I’m not fit to love and be loved. I only know how to give pain.
Forgive me and, for both our sakes, go back to England.
Bernardo.
She had to read it again and again to take it in. The sheer brutal simplicity of the short message was like being pounded by hammers. The man who’d loved her with such passion and tenderness in the night had fled her in the dawn, like an evil thing that he must escape to survive.
And now she heard what she’d blotted out before, Bernardo’s anguished voice begging her not to force the unbearable truth from him.
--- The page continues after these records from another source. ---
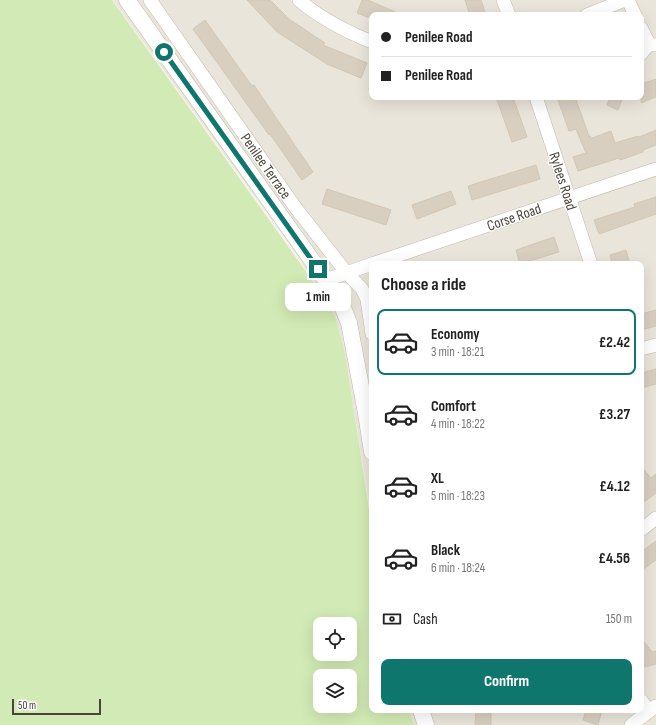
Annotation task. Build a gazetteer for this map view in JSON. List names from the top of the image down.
{
  "streets": {
    "street": ["Penilee Terrace", "Rylees Road", "Corse Road"]
  },
  "crossings": [
    ["Penilee Terrace", "Corse Road"],
    ["Rylees Road", "Corse Road"]
  ],
  "scale_bar": "50 m",
  "page": {
    "banner": ["Penilee Road", "Penilee Road"],
    "heading": "Choose a ride",
    "bubble": "1 min",
    "list": [
      {
        "name": "Economy",
        "note": "3 min · 18:21",
        "value": "£2.42"
      },
      {
        "name": "Comfort",
        "note": "4 min · 18:22",
        "value": "£3.27"
      },
      {
        "name": "XL",
        "note": "5 min · 18:23",
        "value": "£4.12"
      },
      {
        "name": "Black",
        "note": "6 min · 18:24",
        "value": "£4.56"
      }
    ],
    "pay": ["Cash", "150 m"],
    "buttons": "Confirm",
    "scale": "50 m"
  }
}
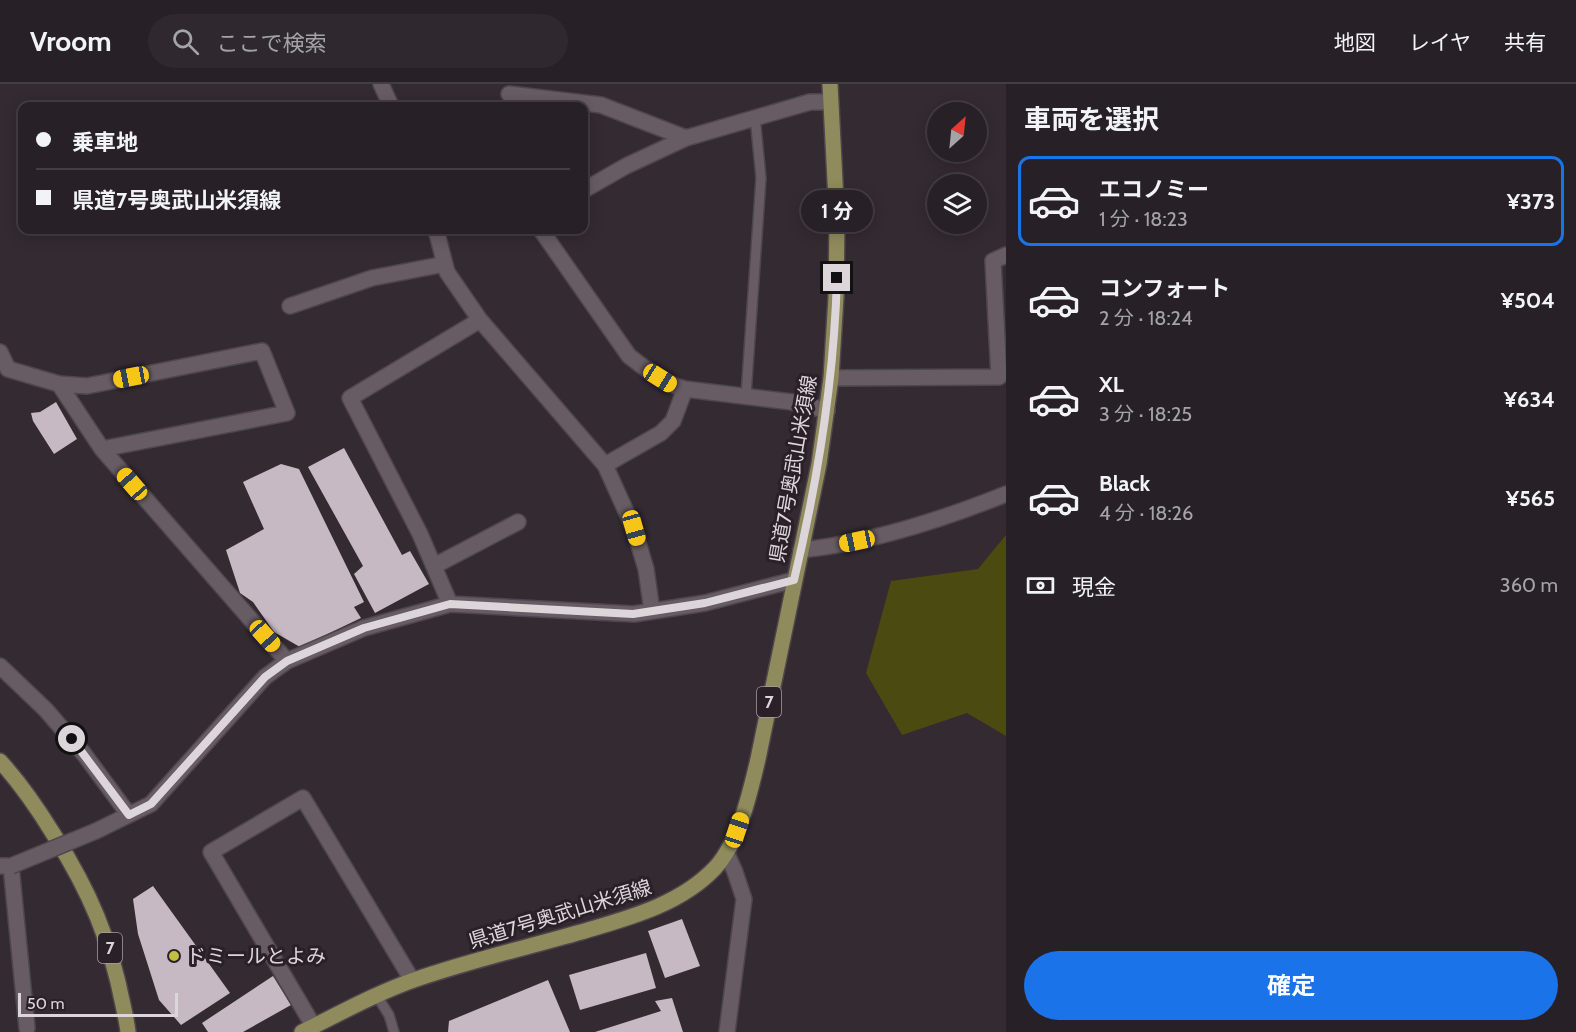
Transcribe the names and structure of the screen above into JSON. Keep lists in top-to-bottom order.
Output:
{
  "streets": {
    "main road": ["県道7号奥武山米須線", "7"]
  },
  "places": ["ドミールとよみ"],
  "scale_bar": "50 m",
  "north": "top right",
  "page": {
    "header": "Vroom",
    "search": "ここで検索",
    "nav": ["地図", "レイヤ", "共有"],
    "heading": "車両を選択",
    "banner": ["乗車地", "県道7号奥武山米須線"],
    "list": [
      {
        "name": "エコノミー",
        "note": "1 分 · 18:23",
        "value": "¥373"
      },
      {
        "name": "コンフォート",
        "note": "2 分 · 18:24",
        "value": "¥504"
      },
      {
        "name": "XL",
        "note": "3 分 · 18:25",
        "value": "¥634"
      },
      {
        "name": "Black",
        "note": "4 分 · 18:26",
        "value": "¥565"
      }
    ],
    "bubble": "1 分",
    "pay": ["現金", "360 m"],
    "buttons": "確定",
    "scale": "50 m"
  }
}
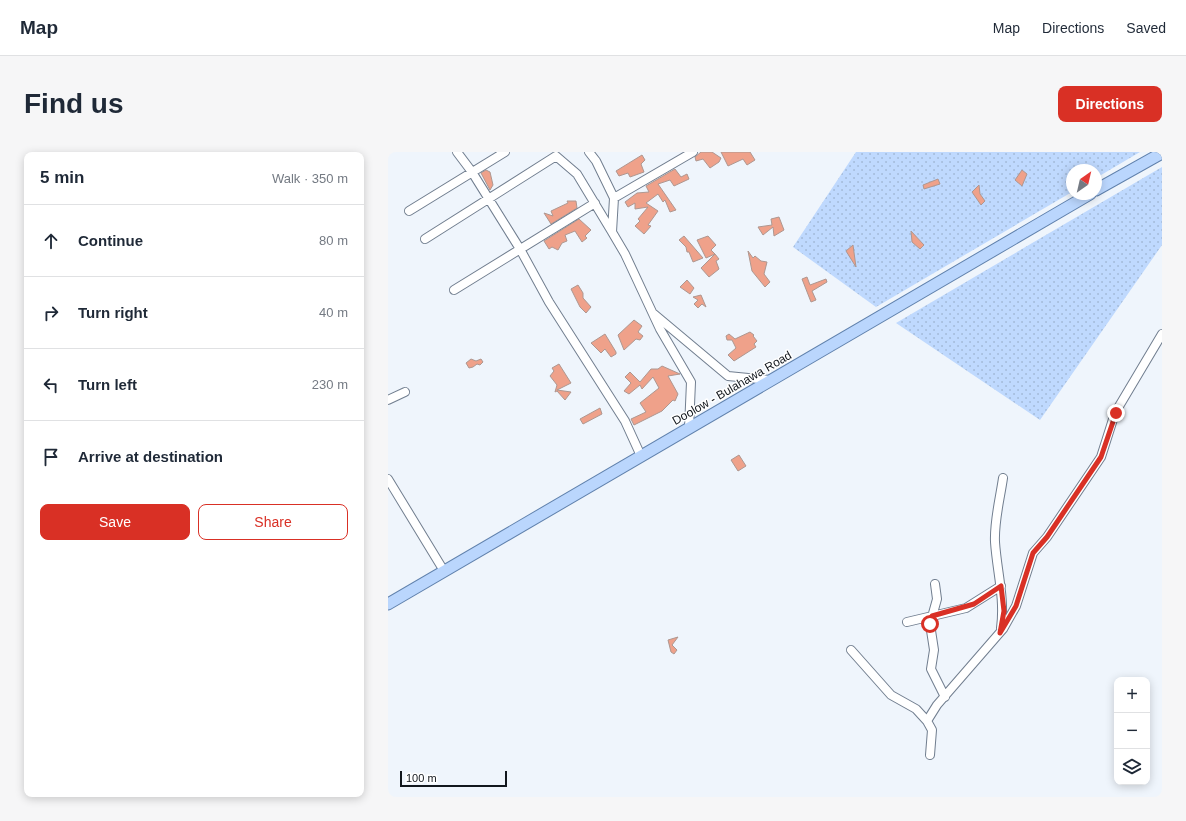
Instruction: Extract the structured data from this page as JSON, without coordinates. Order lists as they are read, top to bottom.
{
  "streets": {
    "main road": ["Doolow - Bulahawa Road"]
  },
  "scale_bar": "100 m",
  "north": "top right",
  "page": {
    "header": "Map",
    "nav": ["Map", "Directions", "Saved"],
    "buttons": [
      "Directions",
      ["Save", "Share"]
    ],
    "title": "Find us",
    "heading": ["5 min", "Walk · 350 m"],
    "list": [
      ["Continue", "80 m"],
      ["Turn right", "40 m"],
      ["Turn left", "230 m"],
      "Arrive at destination"
    ],
    "map_buttons": ["+", "−"],
    "scale": "100 m"
  }
}
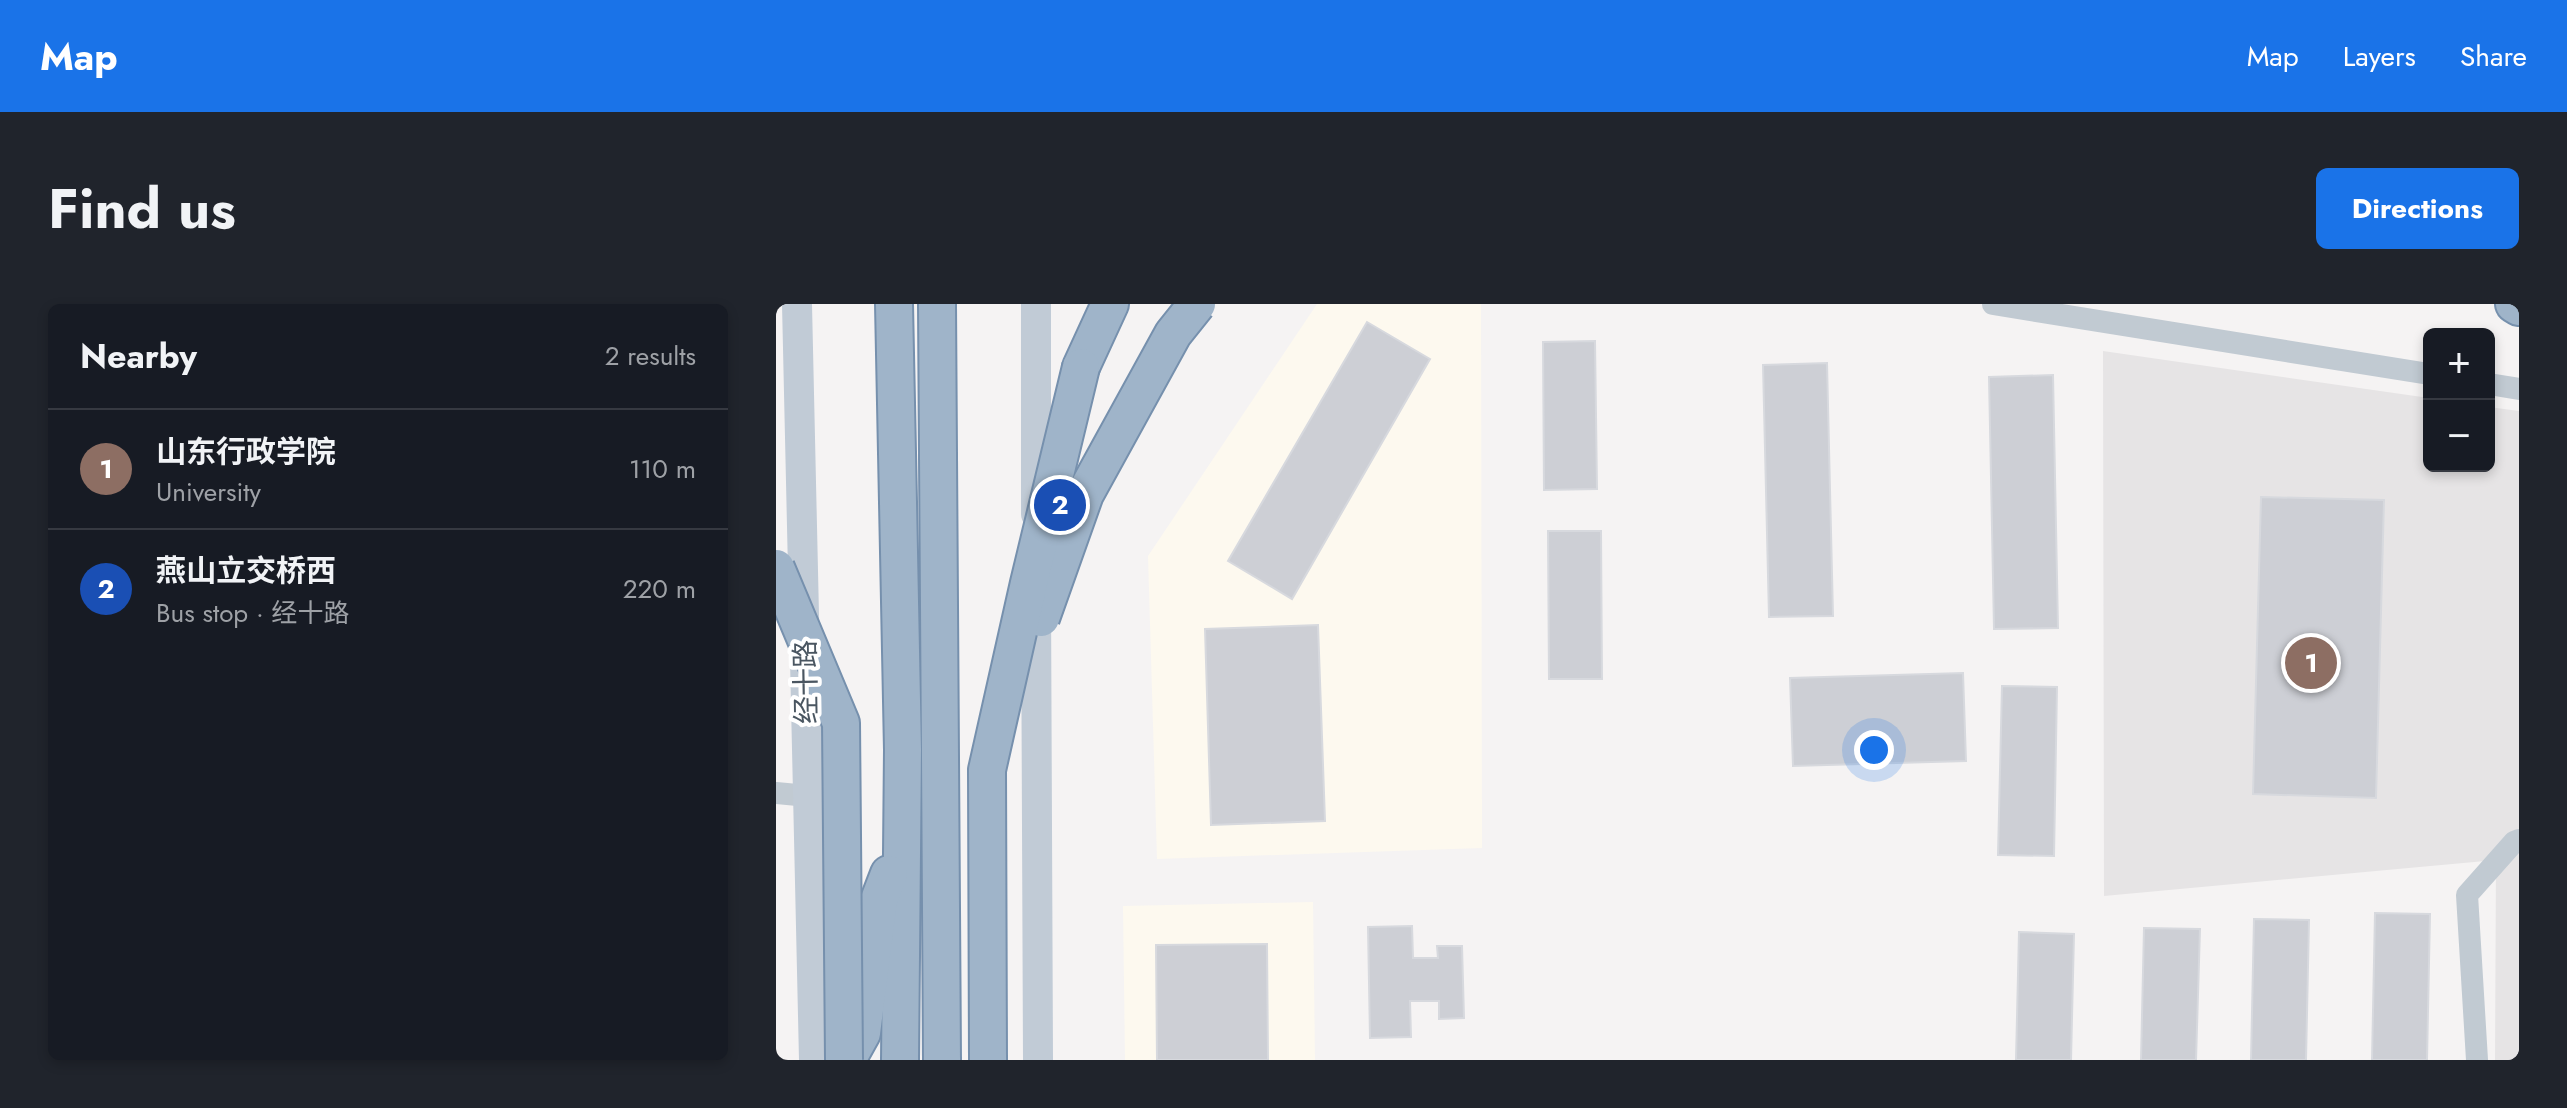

‘It was my own fault,’ she whispered. ‘I made him tell me. He wasn’t ready, but I forced it out of him. I had everything, and I threw it away. Oh God, how could I be so stupid?’
Suddenly the pride that had sustained her broke. Until this moment she’d won every round, and done so with such deceptive ease that she’d thought that was all there was to it. Now she saw how she’d thrown it all away, and she must stop that happening, no matter what she had to do.
She huddled on some clothes and ran out into the street. Stumbling, slipping, grasping the wall, she made her way blindly up the street to Bernardo’s house near the top. There was the little alley between the shops that led to his door. Gasping, she made her way along it, blinking in the poor light and finding the door by feel.
‘Bernardo!’ she screamed. ‘Bernardo!’
The door was opened at once. Stella stood there in tears.
‘He’s gone,’ she said. ‘An hour ago.’ She looked at Angie with sympathy. She had always understood the position, and been rooting for them.
‘Didn’t he say where?’ Angie begged.
‘Sometimes he goes away like this. He never says where.’
‘But when will he come back?’
Stella’s shrug was eloquent. ‘He’ll come back when he comes back.’
‘No, wait-’ Angie was trying to pull herself together, inwardly saying keep calm, don’t panic. ‘This place is snowed in.’
‘He spoke of his car,’ Stella said unhappily.
Angie counted every step down to the great gate that led out of Montedoro. Once there she could see the marks left in the snow. There were her own footsteps from when she’d gone down to fetch Bernardo, then two sets of steps overlapping, when they’d climbed back up together.
And there was another set, firmly heading down the hill, leaving sharp, emphatic imprints in the brilliant morning light. Angie strained her eyes against that cruel light, looking for any sign of the steps turning to come back.
But they went on down until they vanished into the mist.